:: Data records ::
=== Section Start ===
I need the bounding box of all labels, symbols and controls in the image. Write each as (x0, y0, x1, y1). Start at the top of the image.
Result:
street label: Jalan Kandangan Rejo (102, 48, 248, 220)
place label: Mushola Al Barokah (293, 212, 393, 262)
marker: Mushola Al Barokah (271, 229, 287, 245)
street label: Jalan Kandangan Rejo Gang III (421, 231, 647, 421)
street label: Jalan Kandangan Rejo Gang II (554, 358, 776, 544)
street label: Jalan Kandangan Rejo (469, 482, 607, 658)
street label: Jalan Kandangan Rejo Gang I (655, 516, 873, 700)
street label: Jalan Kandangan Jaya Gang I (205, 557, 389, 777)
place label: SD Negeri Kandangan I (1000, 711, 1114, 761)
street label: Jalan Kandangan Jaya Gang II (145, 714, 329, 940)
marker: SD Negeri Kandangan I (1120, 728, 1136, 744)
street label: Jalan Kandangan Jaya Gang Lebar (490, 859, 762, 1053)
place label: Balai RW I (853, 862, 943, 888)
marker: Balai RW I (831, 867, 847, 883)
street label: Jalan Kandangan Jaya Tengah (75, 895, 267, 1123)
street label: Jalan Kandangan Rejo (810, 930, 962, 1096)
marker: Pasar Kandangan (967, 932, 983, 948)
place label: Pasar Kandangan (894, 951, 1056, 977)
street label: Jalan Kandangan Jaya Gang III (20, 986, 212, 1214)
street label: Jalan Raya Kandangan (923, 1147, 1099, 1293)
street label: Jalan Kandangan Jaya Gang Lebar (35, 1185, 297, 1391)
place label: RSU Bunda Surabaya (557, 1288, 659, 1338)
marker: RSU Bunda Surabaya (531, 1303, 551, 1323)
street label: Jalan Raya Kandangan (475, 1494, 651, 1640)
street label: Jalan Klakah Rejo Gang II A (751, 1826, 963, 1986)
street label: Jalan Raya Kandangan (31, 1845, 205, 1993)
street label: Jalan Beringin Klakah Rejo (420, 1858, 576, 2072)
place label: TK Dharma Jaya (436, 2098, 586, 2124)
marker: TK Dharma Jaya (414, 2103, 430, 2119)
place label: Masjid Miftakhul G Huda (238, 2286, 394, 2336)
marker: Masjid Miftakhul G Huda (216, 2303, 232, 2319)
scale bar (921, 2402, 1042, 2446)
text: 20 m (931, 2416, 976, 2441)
=== Section End ===
:: What the task asks ::
Matching lines for the string "Dharma": count them across the listing and reply with the number alone.

:: Output of the task ::
2